» **What you are asked to do**
The answer must consist solely of the line that contains "Quick job: Convert" and all subsequent lines of the data, each reproduced exactly.

------------------------------

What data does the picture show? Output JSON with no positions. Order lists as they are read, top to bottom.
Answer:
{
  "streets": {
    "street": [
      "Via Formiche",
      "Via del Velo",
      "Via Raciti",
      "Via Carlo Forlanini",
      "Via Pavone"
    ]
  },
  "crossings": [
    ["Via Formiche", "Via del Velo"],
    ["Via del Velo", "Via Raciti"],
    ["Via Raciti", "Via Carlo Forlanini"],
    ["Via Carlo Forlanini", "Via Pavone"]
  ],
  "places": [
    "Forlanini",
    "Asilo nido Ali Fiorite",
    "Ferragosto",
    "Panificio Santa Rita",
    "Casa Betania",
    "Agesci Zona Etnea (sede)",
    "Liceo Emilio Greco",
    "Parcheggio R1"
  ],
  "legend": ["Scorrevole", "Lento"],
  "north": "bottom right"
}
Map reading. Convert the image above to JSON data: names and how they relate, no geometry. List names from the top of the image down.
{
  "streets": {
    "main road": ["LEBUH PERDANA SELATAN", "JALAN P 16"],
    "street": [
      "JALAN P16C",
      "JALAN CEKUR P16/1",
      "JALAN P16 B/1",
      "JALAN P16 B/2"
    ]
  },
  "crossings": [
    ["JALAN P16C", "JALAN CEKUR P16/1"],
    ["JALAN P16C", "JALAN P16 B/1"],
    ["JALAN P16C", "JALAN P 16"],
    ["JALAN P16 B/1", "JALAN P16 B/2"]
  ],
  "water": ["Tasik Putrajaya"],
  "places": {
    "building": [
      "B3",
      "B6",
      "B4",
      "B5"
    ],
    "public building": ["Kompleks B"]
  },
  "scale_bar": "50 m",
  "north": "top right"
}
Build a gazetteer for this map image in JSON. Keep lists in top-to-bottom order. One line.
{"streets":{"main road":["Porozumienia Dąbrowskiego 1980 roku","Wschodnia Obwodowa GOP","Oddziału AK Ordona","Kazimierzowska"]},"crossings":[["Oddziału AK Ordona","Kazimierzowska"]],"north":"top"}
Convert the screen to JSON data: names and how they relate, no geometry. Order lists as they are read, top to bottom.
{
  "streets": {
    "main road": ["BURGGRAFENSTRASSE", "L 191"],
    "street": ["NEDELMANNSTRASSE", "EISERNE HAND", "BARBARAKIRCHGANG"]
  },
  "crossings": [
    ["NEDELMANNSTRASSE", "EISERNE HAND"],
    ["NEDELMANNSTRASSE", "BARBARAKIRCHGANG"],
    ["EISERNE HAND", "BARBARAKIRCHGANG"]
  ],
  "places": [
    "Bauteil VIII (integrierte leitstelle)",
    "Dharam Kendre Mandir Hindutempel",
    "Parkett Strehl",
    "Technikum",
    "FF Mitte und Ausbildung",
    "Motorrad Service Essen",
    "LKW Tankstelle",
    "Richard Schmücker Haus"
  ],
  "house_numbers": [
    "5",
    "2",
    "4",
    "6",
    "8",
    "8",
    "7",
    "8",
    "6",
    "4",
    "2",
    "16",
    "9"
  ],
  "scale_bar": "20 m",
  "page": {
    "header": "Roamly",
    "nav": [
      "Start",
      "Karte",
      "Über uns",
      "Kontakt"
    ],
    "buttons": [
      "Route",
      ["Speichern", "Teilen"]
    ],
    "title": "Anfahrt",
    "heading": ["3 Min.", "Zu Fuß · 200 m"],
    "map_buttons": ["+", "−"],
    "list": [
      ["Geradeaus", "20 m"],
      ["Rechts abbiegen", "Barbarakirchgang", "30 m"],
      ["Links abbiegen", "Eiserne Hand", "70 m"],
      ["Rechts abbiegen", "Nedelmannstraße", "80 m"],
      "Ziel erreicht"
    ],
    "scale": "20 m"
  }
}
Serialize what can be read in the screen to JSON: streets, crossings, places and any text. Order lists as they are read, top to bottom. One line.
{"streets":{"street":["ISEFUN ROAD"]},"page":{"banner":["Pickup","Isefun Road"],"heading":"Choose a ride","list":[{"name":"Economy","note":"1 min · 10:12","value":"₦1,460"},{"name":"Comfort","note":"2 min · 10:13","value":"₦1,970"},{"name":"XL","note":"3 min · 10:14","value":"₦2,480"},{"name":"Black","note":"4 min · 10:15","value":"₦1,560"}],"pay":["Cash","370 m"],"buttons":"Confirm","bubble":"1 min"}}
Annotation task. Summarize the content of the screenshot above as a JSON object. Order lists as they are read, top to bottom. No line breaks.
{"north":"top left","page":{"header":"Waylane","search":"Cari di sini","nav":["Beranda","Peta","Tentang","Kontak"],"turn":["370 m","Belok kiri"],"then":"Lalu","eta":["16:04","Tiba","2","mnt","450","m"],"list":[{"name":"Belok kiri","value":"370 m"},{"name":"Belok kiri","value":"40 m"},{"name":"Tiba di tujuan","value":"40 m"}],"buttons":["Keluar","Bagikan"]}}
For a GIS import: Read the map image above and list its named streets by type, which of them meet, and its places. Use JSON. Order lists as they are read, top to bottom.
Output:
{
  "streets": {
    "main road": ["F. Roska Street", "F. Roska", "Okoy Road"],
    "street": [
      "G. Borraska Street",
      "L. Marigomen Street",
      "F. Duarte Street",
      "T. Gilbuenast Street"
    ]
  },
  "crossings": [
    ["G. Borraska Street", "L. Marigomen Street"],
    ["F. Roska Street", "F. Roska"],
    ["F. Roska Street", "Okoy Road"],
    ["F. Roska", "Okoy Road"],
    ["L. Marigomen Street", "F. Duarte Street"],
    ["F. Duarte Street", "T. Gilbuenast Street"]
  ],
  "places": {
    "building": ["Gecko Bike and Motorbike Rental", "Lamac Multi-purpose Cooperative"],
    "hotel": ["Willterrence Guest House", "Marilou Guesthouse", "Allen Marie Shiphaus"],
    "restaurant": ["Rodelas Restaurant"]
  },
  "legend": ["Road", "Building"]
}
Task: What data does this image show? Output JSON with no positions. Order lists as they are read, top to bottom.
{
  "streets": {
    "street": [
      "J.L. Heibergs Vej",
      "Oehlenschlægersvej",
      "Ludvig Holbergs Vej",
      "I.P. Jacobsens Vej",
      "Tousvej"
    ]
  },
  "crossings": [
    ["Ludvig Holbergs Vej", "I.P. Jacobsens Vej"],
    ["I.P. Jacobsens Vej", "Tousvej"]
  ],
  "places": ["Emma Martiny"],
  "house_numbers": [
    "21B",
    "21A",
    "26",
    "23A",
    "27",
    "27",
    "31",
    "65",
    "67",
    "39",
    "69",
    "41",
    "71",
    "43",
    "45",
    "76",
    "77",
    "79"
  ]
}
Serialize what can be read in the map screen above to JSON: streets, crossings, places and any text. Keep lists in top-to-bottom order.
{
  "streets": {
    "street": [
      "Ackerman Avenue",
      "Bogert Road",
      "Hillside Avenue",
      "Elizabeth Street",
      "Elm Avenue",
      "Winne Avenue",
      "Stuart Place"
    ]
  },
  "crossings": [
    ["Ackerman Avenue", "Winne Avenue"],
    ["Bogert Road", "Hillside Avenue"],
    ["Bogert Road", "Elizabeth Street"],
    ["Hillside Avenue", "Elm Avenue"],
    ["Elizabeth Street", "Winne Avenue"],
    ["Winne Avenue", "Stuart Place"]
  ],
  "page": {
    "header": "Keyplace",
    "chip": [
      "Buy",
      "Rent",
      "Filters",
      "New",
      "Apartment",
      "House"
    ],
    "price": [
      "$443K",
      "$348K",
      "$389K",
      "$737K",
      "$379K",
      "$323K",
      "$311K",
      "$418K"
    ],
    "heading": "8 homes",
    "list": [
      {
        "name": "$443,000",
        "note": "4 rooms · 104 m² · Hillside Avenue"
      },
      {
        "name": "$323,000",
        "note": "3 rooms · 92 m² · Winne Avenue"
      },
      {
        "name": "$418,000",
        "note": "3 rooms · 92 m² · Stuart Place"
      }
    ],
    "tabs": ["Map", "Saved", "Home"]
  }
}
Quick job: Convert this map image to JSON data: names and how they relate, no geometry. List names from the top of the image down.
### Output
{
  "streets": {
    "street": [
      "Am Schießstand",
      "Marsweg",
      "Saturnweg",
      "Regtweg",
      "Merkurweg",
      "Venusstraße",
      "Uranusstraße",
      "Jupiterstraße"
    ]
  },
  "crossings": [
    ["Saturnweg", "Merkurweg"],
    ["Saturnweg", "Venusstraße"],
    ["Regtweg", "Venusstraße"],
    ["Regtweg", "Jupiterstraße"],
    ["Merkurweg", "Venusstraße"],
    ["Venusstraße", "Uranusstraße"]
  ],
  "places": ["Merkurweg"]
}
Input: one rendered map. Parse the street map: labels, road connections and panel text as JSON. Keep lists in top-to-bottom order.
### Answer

------------------------------

» **Completed task**
Quick job: Convert this map image to JSON data: names and how they relate, no geometry. List names from the top of the image down.
### Output
{
  "streets": {
    "street": [
      "Am Schießstand",
      "Marsweg",
      "Saturnweg",
      "Regtweg",
      "Merkurweg",
      "Venusstraße",
      "Uranusstraße",
      "Jupiterstraße"
    ]
  },
  "crossings": [
    ["Saturnweg", "Merkurweg"],
    ["Saturnweg", "Venusstraße"],
    ["Regtweg", "Venusstraße"],
    ["Regtweg", "Jupiterstraße"],
    ["Merkurweg", "Venusstraße"],
    ["Venusstraße", "Uranusstraße"]
  ],
  "places": ["Merkurweg"]
}
Input: one rendered map. Parse the street map: labels, road connections and panel text as JSON. Keep lists in top-to-bottom order.
### Answer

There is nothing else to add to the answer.